Journal special issues for conferences - why bother?

Question: why do we bother with special issues of journals for conferences?

In an effort to appear scholarly, I googled a bit and found this article ("If Special Issues of Journals Are Not So Special, Why Has Their Use Proliferated?" by Richard T. Mowday in the Journal of Management Inquiry). That article considers special issues devoted to specific research subfields, rather than conferences, so is not very relevant to my question. (Various arguments for and against are dismissed as invalid, but they don't include the ones I mention below.) The topic arises in this blog post (Lance Fortnow, "Are conferences worth fixing?") but the topic is merely touched on in some of the comments.

My general understanding is that your conference paper is supposed to acquire a seal of approval from being invited to the special issue. The other motivation is that the journal paper should appear more rapidly than usual, but this does not always happen in my experience, and the delay of having to coordinate one's paper with half a dozen others is partly to blame. So we return to the "prestige" motivation. The trouble is, that the journal hosting the special issue, is not necessarily the one you would have submitted the paper to, in the absence of a special issue. Some people decline the invitation to the special issue (and submit to a different journal), and that seems to severely undermine this purpose of a special issue.

Am I right that special issues are supposed to be prestigious? I realise that any answer is to some extent, a self-fulfilling prophesy.

5 comments:

Lance Fortnow said...

Without the special issues, many of our best conference papers would never get submitted to journals at all.

Paul Goldberg said...

I would hope that when someone writes one of the best conference papers, they would feel the urge to make a journal version without further prompting. (BTW, in the past I have usually accepted invitations to special issues, but like to imagine that most of those journal versions would have been written anyway)

Adam Smith said...

I agree with Lance that one of the benefits of journal special issues (and a reason that I like them as a PC member) is that they push authors to write the journal version sooner rather than later.

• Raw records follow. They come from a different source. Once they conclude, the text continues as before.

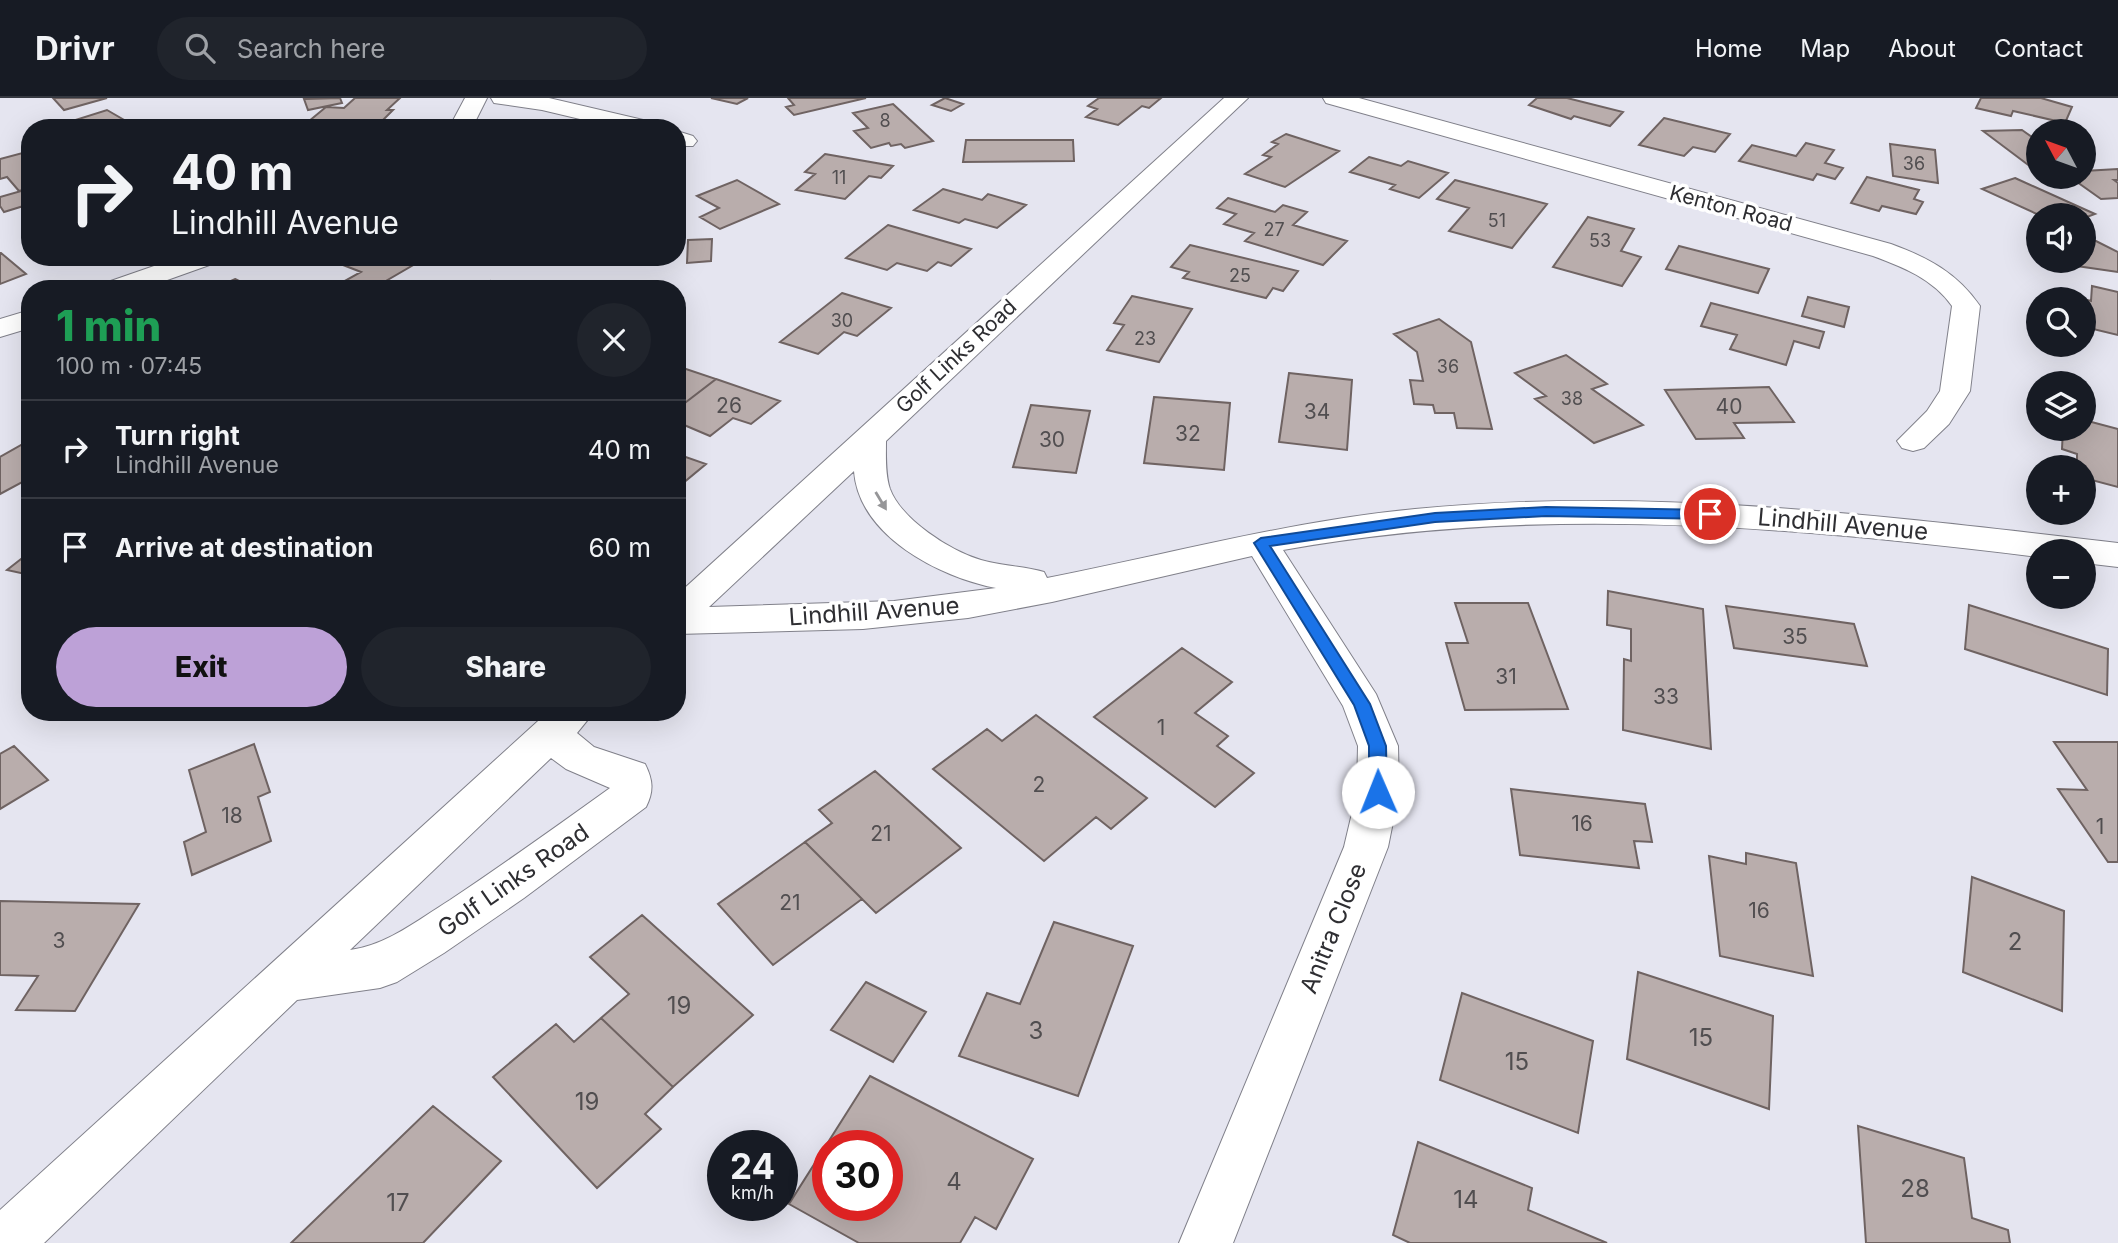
<!DOCTYPE html>
<meta charset="utf-8">
<style>
:root{--surface:#171b24;--page:#20242c;--text:#f1f3f6;--muted:#9ea1a6;--line:#363941;--accent:#bda1d7}
body{margin:0;font-family:Inter,sans-serif;background:var(--page);color:var(--text);height:100vh;display:flex;flex-direction:column;font-size:26px;white-space:nowrap}
*{box-sizing:border-box;margin:0}
p{font-size:23px;color:var(--muted)}
.icon{flex:none;width:38px;height:38px;fill:none;stroke:currentColor;stroke-width:2;stroke-linecap:round;stroke-linejoin:round}
.map{position:relative;flex:1;overflow:hidden}
.details{position:absolute;left:21px;top:182px;width:665px;height:441px;display:flex;flex-direction:column;background:var(--surface);border-radius:28px;box-shadow:0 7px 28px #0002}
.details>*{flex:none}
.guide{position:absolute;left:21px;top:21px;width:665px;height:147px;border-radius:28px;box-shadow:0 7px 28px #0002;background:#171b24;color:var(--text);overflow:hidden}
.needle{width:46px;rotate:311deg}
.tools{position:absolute;left:2026px;top:21px;display:grid;gap:14px}
.tools a{display:grid;place-items:center;width:70px;height:70px;border-radius:50%;background:var(--surface);box-shadow:0 7px 28px #0002;font-size:35px}
.speed{position:absolute;left:707px;top:1032px;display:flex;gap:14px;font-size:35px;font-weight:700;text-align:center}
.speed>*{display:grid;place-content:center;width:91px;height:91px;border-radius:50%;background:var(--surface);box-shadow:0 7px 28px #0002;line-height:1}
.speed small{font-size:18px;font-weight:400}
.speed .limit{border:10px solid #d22;background:#fff;color:#111}
.pin{position:absolute;display:grid;place-items:center;width:60px;height:60px;color:#fff;margin:-30px;border:4px solid #fff;border-radius:50%;box-shadow:0 2px 7px #0007}
.me{position:absolute;width:77px;margin:-38px;rotate:359deg;stroke-linejoin:round;filter:drop-shadow(0 0 5px #0008)}
.turn{display:flex;align-items:center;gap:24px;height:147px;padding:0 35px;font-size:32px}
.turn .icon{width:91px;height:91px;stroke-width:2.5}
.turn b{display:block;font-size:49px;line-height:60px}
.round{display:grid;place-items:center;flex:none;width:74px;height:74px;border-radius:37px;background:var(--page)}
.summary{display:flex;align-items:center;justify-content:space-between;height:119px;padding:0 35px}
h1{font-size:42px;font-weight:800;line-height:52px;color:#1e9e55}
.primary-button{display:flex;gap:14px;margin-top:auto;padding:14px 35px}
.primary-button a{flex:1;height:80px;border-radius:42px;background:var(--accent);color:#111;font-size:28px;font-weight:800;line-height:80px;text-align:center}
.primary-button a+a{background:var(--page);color:var(--text)}
ul{padding:0;list-style:none}
li{display:flex;align-items:center;gap:21px;height:98px;padding:0 35px;border-top:2px solid var(--line)}
li div{flex:1}
li b{display:block;font-size:26px}
li em{font-style:normal}
header{display:flex;align-items:center;gap:42px;box-sizing:border-box;height:98px;padding:0 35px;background:var(--surface);border-bottom:2px solid var(--line)}
header strong{font-size:33px}
nav{display:flex;gap:38px;margin-inline-start:auto;font-size:24px}
.search{width:490px;height:63px;background:var(--page);display:flex;align-items:center;gap:18px;box-sizing:border-box;padding:0 24px;border-radius:38px;color:var(--muted);font-size:26px}
.map>svg:first-child{display:block}
</style>
<header>
<strong>Drivr</strong>
<div class="search"><svg class="icon" aria-label="search" viewBox="0 0 24 24"><circle cx="10" cy="10" r="6"/><path d="M15 15l6 6"/></svg>Search here</div>
<nav><a>Home</a><a>Map</a><a>About</a><a>Contact</a></nav>
</header>
<div class="map">
<svg width="2118" height="1145" viewBox="0 0 2118 1145">
<rect width="100%" height="100%" fill="#e5e5f0"/>
<!-- building -->
<path fill="#b9adac" stroke="#6f6362" stroke-width="2" fill-rule="evenodd" d="M53 0H107L64 12Z
M340 0 342 5 308 12 304 1Z
M355 0H400L387 12H393L375 30 303 28 326 9 344 10Z
M711 0H748L737 6Z
M788 0H866L794 17 786 9 794 7Z
M945 0 963 6 951 13 932 7Z
M1099 0H1161L1149 10 1142 8 1118 27 1086 19 1097 11 1088 8Z
M1537 0H1567L1623 14 1610 28 1574 18 1571 21 1529 7Z
M1981 0H2041L2072 9 2065 25 2013 13 2011 18 1976 10Z
M893 6 933 43 905 50 901 46 891 48 889 45 871 50 854 33 868 30 853 15Z
M107 12 138 30H79L69 24Z
M1664 20 1730 36 1715 54 1693 49 1684 58 1639 47Z
M2022 32 2039 44V69H2031L1983 33Z
M1286 36 1339 53 1285 89 1245 76 1271 59 1263 57 1278 46 1272 44Z
M966 42H1073L1074 63 963 64Z
M1806 45 1834 52 1825 65 1843 70 1835 81 1817 76 1813 82 1739 63 1752 47 1796 58Z
M1890 46 1935 52 1938 85 1893 78Z
M30 53V90L19 93 7 79 0 81V61Z
M825 56 893 68 881 80 869 78 845 101 796 92 815 76 805 74Z
M1369 59 1401 68 1408 63 1448 75 1419 100 1390 91 1395 87 1350 74Z
M2118 71V82H2114L2118 85V100L2101 101 2070 79H2084V73Z
M1867 79 1919 92 1914 101 1923 104 1916 116 1882 108 1879 113 1851 105Z
M2015 80 2095 116 2084 120V117H2039L1982 91Z
M737 82 779 106 720 131 700 119 719 110 697 98Z
M1455 82 1547 106 1512 150 1449 133 1469 110 1437 101Z
M28 91 30 106 4 114 0 108V99Z
M943 91 982 102 988 96 1026 107 997 130 965 121 959 125 914 112Z
M1228 100 1275 114 1283 107 1307 114 1293 127 1347 143 1323 167 1245 143 1254 135 1224 126 1236 116 1217 110Z
M1588 119 1634 131 1621 153 1641 159 1622 188 1553 169Z
M888 127 971 151 951 168 938 164 927 173 897 165 887 172 846 160Z
M2088 139 2118 154V174L2070 167 2068 163H2084V141Z
M712 141 711 163 687 165 688 142Z
M1190 147 1298 173 1283 193 1273 190 1266 200 1183 180 1189 174 1171 169Z
M1679 148 1769 171 1758 195 1666 171Z
M0 155H1L26 176 0 186Z
M349 159H427L372 191H358L341 185 361 174 338 165Z
M235 181 255 191H213Z
M490 183 495 191H463Z
M2092 188 2118 194V237L2093 231 2094 217 2084 215V201L2091 203Z
M842 195 891 210 857 238 844 234 818 256 780 244Z
M1132 198 1192 211 1159 264 1107 252 1124 227 1114 225Z
M1808 199 1849 209 1844 229 1802 218Z
M1711 205 1824 234 1819 250 1794 243 1786 267 1730 251 1737 237 1701 228Z
M1439 221 1471 244 1492 331 1457 330 1454 315H1435L1433 307 1414 306 1410 282 1423 283 1417 254 1394 236Z
M1566 257 1607 286 1592 291 1643 327 1594 345 1535 301 1546 298 1515 275Z
M677 268 716 281 677 311Z
M1289 275 1352 282 1347 352 1279 344Z
M716 281 780 303 751 326 733 320 710 338 677 324V311Z
M1769 289 1794 324 1734 325 1744 340 1696 341 1665 292Z
M1154 299 1230 305 1224 372 1144 365Z
M1031 307 1090 313 1076 375 1013 369Z
M2084 322 2118 331V389L2084 380V369H2077V356L2062 351 2063 331H2084Z
M30 342V380L0 396V359Z
M677 356 706 366 677 390Z
M30 454V477L7 472Z
M1608 493 1703 511 1711 651 1623 632 1624 561 1631 563V531L1607 527Z
M1455 505H1528L1568 611 1465 612 1446 545H1468Z
M1969 507 2108 551 2107 597 1965 551Z
M1726 508 1854 526 1867 568 1734 550Z
M1182 550 1232 584 1195 615 1228 638 1217 648 1254 675 1215 709 1094 619Z
M1036 617 1147 700 1111 731 1096 719 1044 763 933 671 987 631 1002 643Z
M2054 644H2118V764H2108L2058 691 2087 692Z
M254 646 270 694 258 699 271 743 192 777 184 744 206 734 189 672Z
M14 648 48 682 0 711V656Z
M875 673 961 750 876 815 805 744 832 725 819 712Z
M1511 691 1645 706 1652 744 1634 743 1639 770 1520 757Z
M805 744 862 801 773 867 718 806Z
M1746 755 1796 765 1813 878 1720 858 1709 758 1746 766Z
M1972 779 2064 813 2062 913 1963 874Z
M0 803 139 806 75 913 16 912 38 878 0 877Z
M642 817 753 917 673 989 601 920 629 896 590 859Z
M1054 824 1133 848 1078 998 959 958 987 895 1020 906Z
M1638 874 1773 918 1769 1011 1627 961Z
M866 884 926 914 893 964 831 932Z
M1462 895 1593 943 1578 1035 1440 982Z
M601 920 673 989 645 1016 661 1031 597 1090 493 979 556 926 574 944Z
M870 978 1033 1061 996 1131 975 1119 960 1145H859L789 1106ZM828 1048H887V1108H828Z
M433 1008 501 1063 423 1145H291Z
M1858 1028 1964 1060 1972 1120 2008 1132 2010 1145H1866Z
M1418 1044 1532 1090 1528 1112 1607 1145H1410L1393 1137Z"/>
<g fill="none" stroke-linecap="round" stroke-linejoin="round">
<defs>
<path id="minor" d="M465 0H487L472 30H449Z
M491 0H549L656 25 659 30H618L542 12 494 5Z
M1224 0H1248L886 343C886 358 885 376 890 391 901 421 950 453 981 462 1001 468 1023 468 1044 474L1047 480C1170 456 1290 423 1415 411 1650 388 1885 418 2118 445V469L2084 465V453H2039V459C1783 428 1539 406 1283 452L1376 596 1398 648 1399 694 1388 749 1233 1145H1179L1344 749 1357 694 1358 648 1343 608 1252 458 1052 504 968 520 863 531 677 536V497ZM854 373C859 438 939 479 996 490L894 503 709 509Z
M1323 0H1359L1891 146C1929 160 1957 175 1980 208L1970 293 1949 326 1924 350 1913 353 1902 350 1897 343 1927 313 1940 293 1952 208C1933 181 1903 169 1873 158L1326 5Z
M677 33 693 38 697 43 693 48H677Z
M180 159H219L215 165 142 191H101L105 185Z
M30 212V230L0 239V221Z
M548 614H594L577 635 594 649 645 666C653 682 654 693 646 709L524 800 444 855 397 884 380 890 297 902 44 1145H0V1112ZM551 660 566 671 610 690C557 728 504 766 450 802 418 822 387 847 350 852Z"/>
</defs>
<!-- minor casing -->
<use href="#minor" stroke="#80808a" stroke-width="2"/>
<!-- minor -->
<use href="#minor" fill="#fff" fill-rule="evenodd"/>
</g>
<!-- one-way arrows -->
<defs><path id="oneway-solid" d="M-6-.8H1V-3.2L6.5 0L1 3.2V.8H-6Z" transform="scale(1.75)"/></defs>
<use fill="#969698" href="#oneway-solid" transform="translate(881 403) rotate(59)"/>
<!-- route -->
<path fill="#1a73e8" stroke="#114b97" stroke-width="2" d="M1546 409 1710 412 1717 416 1710 421 1546 418 1435 424 1270 448 1370 606 1386 648 1387 694 1384 699H1372L1369 694V648L1354 607 1254 445 1261 440 1435 415Z"/>
<g text-anchor="middle" dominant-baseline="central" stroke-width="7" stroke-linejoin="round" paint-order="stroke">
<!-- far-number labels -->
<g font-size="18" fill="#514e50">
<text x="885" y="22">8</text>
<text x="1914" y="65">36</text>
<text x="839" y="79">11</text>
<text x="1497" y="122">51</text>
<text x="1274" y="131">27</text>
<text x="1600" y="142">53</text>
<text x="1240" y="177">25</text>
<text x="842" y="222">30</text>
<text x="1145" y="240">23</text>
<text x="1448" y="268">36</text>
<text x="1572" y="300">38</text>
</g>
<!-- far-street labels -->
<g font-size="21" fill="#2e2e32" stroke="#fff">
<text transform="translate(1731 110) rotate(15)">Kenton Road</text>
<text transform="translate(956 258) rotate(-43)">Golf Links Road</text>
</g>
<!-- number labels -->
<g font-size="21" fill="#514e50">
<text x="729" y="307">26</text>
<text x="1729" y="308">40</text>
<text x="1317" y="313">34</text>
<text x="1188" y="335">32</text>
<text x="1052" y="341">30</text>
<text x="1795" y="538">35</text>
<text x="1506" y="578">31</text>
<text x="1666" y="598">33</text>
<text x="1161" y="629">1</text>
<text x="1039" y="686">2</text>
<text x="232" y="717">18</text>
<text x="1582" y="725">16</text>
<text x="2100" y="728">1</text>
<text x="881" y="735">21</text>
<text x="790" y="804">21</text>
<text x="1759" y="812">16</text>
<text x="59" y="842">3</text>
</g>
<!-- street labels -->
<g font-size="24" fill="#2e2e32" stroke="#fff">
<text transform="translate(1843 426) rotate(5)">Lindhill Avenue</text>
<text transform="translate(874 513) rotate(-4)">Lindhill Avenue</text>
<text transform="translate(513 782) rotate(-35)">Golf Links Road</text>
<text transform="translate(1333 830) rotate(-68)">Anitra Close</text>
</g>
<!-- near-number labels -->
<g font-size="24" fill="#514e50">
<text x="2015" y="843">2</text>
<text x="679" y="907">19</text>
<text x="1036" y="932">3</text>
<text x="1701" y="939">15</text>
<text x="1517" y="963">15</text>
<text x="587" y="1003">19</text>
<text x="954" y="1083">4</text>
<text x="1915" y="1090">28</text>
<text x="1466" y="1101">14</text>
<text x="398" y="1104">17</text>
</g>
</g>
</svg>
<div class="tools">
<a><svg class="needle" viewBox="-14 -14 28 28"><path d="M0-13l5 13h-10z" fill="#e53935"/><path d="M0 13l5-13h-10z" fill="#9ea1a6"/></svg></a>
<a><svg class="icon" aria-label="sound" viewBox="0 0 24 24"><path d="M4 9h4l5-4v14l-5-4H4zM17 9q2 3 0 6"/></svg></a>
<a><svg class="icon" aria-label="search" viewBox="0 0 24 24"><circle cx="10" cy="10" r="6"/><path d="M15 15l6 6"/></svg></a>
<a><svg class="icon" aria-label="layers" viewBox="0 0 24 24"><path d="M12 4l9 5-9 5-9-5zM3 14l9 5 9-5"/></svg></a>
<a>+</a>
<a>−</a>
</div>
<div class="speed"><div>24<small>km/h</small></div><div class="limit">30</div></div>
<div class="pin" style="left:1710px;top:416px;background:#d93025"><svg class="icon" aria-label="arrive" viewBox="0 0 24 24"><path d="M6 21V4h12l-3 4 3 4H6"/></svg></div>
<svg class="me" style="left:1378px;top:694px" viewBox="-20 -20 40 40"><circle r="19" fill="#fff"/><path d="M0-13L10 11 0 6-10 11z" fill="#1a73e8"/></svg>
<div class="guide">
<div class="turn"><svg class="icon" aria-label="right" viewBox="0 0 24 24"><path d="M7 20v-9h11M14 6l5 5-5 5"/></svg><div><b>40 m</b>Lindhill Avenue</div></div>
</div>
<section class="details">
<div class="summary"><div><h1>1 min</h1><p>100 m · 07:45</p></div><a class="round"><svg class="icon" aria-label="close" viewBox="0 0 24 24"><path d="M6 6l12 12M18 6L6 18"/></svg></a></div>
<ul>
<li><svg class="icon" aria-label="right" viewBox="0 0 24 24"><path d="M7 20v-9h11M14 6l5 5-5 5"/></svg><div><b>Turn right</b><p>Lindhill Avenue</p></div><em>40 m</em></li>
<li><svg class="icon" aria-label="arrive" viewBox="0 0 24 24"><path d="M6 21V4h12l-3 4 3 4H6"/></svg><div><b>Arrive at destination</b></div><em>60 m</em></li>
</ul>
<div class="primary-button"><a>Exit</a><a>Share</a></div>
</section>
</div>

> I would hope that when someone writes one
> of the best conference papers, they would feel
> the urge to make a journal version without
> further prompting.

In my experience other constraints get in the way. In a deadline-driven research culture, journal versions just seem to get left behind. The special issue comes with a deadline, which appears to catalyze writing.

This comment is, not surprisingly, a reflection of my own bad time management practices, but I think my behavior is fairly typical in this regard.

Anonymous said...

I think, special issue of a Tier 1 journal for selected papers from a Tier 1 conference is a win-win situation.

But what about invitation of a Tier 2 (or 3) conference paper to a Tier 3 (or 4) journal? That's what often is happening.

Paul Goldberg said...

I agree with the anon comment above, really the conference and journal should be a "marriage of equals". Although, how about using a journal that's actually stronger than the conference, and invite more papers than you expect to accept? That way, a whole bunch of journal versions get made... on second thoughts, the refereeing burden would get too big.